22 Nearest Neighbor Estimates

22.1 Introduction

In the previous chapter we finished our discussion by listing two core ideas that are common to several nonparametric regression methods. On one hand, we typically invoke a notion of “Neighborhood” of nearby points \(x_i\) around a query point \(x_0\). On the other hand, we also require some sort of mechanism to get a “local” fit using the data points \((x_i, y_i)\) in the neighborhood.

Let’s now describe one flavor of procedures that is based on a narrow notion of neighborhood, and very simple local fitting mechanisms.

22.2 \(k\) Nearest Neighbors (KNN)

Perhaps the most popular approach that takes into account neighboring points to make predictions is \(k\) Nearest Neighbors, or KNN for short.

In KNN, we define a neighborhood, denoted \(\mathcal{N}_k(x_0)\), that consists of the \(k\) closest points around a query point \(x_0\).
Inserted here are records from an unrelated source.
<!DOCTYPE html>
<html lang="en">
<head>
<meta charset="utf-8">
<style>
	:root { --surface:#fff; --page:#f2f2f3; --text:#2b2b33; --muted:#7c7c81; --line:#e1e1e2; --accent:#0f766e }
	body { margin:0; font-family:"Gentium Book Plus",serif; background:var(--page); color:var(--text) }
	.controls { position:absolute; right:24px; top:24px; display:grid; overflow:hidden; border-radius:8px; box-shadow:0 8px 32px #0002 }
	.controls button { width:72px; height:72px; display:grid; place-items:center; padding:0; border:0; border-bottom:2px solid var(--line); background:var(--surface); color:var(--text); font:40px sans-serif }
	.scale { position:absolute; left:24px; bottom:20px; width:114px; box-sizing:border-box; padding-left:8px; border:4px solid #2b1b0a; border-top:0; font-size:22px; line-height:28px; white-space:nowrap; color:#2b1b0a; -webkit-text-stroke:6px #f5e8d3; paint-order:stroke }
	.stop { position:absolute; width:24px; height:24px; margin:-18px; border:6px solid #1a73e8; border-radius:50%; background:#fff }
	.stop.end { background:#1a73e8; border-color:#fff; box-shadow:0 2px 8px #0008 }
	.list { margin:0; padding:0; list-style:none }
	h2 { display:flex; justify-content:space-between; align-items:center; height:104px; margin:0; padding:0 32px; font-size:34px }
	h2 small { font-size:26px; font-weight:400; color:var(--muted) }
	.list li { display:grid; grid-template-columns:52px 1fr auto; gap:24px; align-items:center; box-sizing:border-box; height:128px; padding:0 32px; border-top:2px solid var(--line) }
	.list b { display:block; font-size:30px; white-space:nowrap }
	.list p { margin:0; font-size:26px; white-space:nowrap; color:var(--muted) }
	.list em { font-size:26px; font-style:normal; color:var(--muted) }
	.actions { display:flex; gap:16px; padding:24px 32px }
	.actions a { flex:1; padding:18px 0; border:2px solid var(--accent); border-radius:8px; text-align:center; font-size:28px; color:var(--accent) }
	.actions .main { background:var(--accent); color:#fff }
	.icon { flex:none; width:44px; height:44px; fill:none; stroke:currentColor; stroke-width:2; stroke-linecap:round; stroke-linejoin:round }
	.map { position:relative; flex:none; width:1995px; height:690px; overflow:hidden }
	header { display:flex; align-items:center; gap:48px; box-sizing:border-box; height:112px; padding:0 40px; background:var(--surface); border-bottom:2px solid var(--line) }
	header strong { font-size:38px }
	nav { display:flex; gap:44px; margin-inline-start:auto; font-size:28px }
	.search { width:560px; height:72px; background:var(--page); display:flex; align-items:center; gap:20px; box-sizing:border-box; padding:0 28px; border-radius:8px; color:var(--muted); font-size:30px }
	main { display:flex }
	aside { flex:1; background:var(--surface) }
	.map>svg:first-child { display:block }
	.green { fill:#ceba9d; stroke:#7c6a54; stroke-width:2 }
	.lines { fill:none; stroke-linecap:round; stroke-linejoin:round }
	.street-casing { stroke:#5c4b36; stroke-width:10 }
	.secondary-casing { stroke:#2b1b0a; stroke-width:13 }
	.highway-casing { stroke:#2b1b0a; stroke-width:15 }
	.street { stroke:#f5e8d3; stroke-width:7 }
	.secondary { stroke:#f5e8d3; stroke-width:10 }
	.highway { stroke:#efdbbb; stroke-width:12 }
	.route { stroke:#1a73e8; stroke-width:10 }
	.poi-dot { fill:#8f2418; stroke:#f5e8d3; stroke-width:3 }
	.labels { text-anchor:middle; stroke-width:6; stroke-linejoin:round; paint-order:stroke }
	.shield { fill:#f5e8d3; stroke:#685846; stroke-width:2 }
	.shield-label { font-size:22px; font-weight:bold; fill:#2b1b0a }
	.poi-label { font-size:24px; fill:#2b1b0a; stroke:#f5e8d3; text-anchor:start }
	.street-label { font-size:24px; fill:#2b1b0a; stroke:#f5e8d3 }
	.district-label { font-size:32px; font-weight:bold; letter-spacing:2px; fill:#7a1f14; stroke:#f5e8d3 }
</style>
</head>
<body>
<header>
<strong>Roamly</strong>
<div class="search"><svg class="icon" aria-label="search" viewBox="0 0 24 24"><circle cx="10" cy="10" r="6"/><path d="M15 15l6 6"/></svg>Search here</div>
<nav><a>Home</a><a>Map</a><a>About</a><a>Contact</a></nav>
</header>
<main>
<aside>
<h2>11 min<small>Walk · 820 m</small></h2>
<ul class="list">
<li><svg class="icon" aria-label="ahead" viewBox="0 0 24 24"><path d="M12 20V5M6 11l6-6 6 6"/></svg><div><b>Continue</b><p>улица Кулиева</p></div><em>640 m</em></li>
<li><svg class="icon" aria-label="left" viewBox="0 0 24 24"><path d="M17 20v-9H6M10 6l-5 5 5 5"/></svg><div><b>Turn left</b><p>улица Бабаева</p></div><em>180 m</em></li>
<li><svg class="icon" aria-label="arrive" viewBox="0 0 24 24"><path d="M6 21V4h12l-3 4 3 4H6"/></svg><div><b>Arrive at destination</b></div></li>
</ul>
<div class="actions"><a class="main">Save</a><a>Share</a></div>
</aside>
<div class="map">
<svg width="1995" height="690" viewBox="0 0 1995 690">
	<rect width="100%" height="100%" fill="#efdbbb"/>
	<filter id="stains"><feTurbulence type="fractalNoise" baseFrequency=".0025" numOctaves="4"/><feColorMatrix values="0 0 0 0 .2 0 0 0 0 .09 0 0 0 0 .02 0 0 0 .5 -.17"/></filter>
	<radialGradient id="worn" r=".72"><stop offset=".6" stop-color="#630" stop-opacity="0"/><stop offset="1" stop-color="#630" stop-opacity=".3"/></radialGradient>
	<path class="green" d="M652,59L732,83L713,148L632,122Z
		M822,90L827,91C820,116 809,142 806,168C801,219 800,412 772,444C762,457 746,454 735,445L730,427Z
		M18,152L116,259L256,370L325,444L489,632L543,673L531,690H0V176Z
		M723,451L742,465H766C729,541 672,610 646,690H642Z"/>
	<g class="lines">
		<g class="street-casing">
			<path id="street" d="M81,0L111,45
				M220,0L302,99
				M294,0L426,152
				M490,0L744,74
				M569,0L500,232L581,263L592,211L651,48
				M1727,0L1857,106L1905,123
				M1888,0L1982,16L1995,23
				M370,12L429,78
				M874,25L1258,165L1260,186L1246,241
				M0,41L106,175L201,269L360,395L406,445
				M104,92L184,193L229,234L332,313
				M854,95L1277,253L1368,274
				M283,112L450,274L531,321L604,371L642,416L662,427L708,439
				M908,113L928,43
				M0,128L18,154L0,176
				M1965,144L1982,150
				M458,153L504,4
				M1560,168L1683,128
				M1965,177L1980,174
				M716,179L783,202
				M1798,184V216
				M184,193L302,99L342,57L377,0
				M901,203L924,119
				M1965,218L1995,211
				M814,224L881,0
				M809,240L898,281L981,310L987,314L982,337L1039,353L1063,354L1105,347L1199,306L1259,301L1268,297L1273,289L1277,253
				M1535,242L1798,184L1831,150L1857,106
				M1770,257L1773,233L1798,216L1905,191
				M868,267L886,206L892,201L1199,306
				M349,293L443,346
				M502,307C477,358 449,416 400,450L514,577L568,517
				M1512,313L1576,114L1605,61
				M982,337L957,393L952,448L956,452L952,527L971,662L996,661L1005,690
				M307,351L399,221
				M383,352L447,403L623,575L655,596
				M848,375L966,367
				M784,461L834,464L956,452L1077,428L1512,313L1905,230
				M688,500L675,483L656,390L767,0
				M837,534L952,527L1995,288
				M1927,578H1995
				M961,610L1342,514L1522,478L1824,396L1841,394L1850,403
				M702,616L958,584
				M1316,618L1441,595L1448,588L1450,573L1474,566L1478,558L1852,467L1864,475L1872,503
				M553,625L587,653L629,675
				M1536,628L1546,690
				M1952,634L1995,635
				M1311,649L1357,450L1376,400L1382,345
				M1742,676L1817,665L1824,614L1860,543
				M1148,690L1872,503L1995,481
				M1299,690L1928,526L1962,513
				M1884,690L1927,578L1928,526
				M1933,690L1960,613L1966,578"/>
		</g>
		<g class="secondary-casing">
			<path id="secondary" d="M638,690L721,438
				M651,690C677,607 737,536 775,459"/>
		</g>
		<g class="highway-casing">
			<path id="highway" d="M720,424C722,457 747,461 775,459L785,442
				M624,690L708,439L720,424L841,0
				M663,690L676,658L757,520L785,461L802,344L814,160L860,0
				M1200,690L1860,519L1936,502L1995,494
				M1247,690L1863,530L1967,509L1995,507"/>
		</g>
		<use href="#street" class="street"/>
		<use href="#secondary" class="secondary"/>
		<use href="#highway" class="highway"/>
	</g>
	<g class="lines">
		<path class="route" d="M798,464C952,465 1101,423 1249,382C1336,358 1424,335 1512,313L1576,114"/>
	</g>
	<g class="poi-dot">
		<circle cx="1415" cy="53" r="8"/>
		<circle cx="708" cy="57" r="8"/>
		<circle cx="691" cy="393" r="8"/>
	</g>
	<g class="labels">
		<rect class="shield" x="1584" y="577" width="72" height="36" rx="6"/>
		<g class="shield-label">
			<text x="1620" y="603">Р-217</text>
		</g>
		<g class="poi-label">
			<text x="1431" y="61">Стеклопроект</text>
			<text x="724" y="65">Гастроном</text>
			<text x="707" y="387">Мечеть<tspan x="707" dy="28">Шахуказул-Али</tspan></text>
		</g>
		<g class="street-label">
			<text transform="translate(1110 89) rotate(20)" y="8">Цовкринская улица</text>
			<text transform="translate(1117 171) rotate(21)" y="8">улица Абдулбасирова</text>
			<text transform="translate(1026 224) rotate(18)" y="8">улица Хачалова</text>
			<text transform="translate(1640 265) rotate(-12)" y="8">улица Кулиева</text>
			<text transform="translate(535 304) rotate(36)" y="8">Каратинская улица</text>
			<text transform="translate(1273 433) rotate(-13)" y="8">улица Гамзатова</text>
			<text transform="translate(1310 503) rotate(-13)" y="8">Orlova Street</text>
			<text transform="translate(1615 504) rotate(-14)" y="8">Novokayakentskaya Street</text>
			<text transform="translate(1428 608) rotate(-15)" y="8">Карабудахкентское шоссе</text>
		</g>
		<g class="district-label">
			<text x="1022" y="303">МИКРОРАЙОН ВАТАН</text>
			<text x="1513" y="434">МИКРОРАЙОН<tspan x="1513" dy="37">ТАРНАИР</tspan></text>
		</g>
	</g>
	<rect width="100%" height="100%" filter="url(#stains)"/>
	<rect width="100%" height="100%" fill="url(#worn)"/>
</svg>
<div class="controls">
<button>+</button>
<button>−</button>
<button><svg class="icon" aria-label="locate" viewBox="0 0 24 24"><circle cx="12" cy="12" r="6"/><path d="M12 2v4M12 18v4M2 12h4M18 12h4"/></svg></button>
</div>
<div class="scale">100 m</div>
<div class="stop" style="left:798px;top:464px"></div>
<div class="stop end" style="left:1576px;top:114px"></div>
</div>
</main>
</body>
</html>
This neighborhood will give us a set of \(k\) points \((x_i, y_i)\), for \(i \in \mathcal{N}_k(x_0)\), that will be taken into account to compute \(\hat{y}_0\) with some local averaging mechanism.

To keep the notation simpler, sometimes we will use \(\mathcal{N}_0 = \mathcal{N}_k(x_0)\) to denote the neighborhood around \(x_0\).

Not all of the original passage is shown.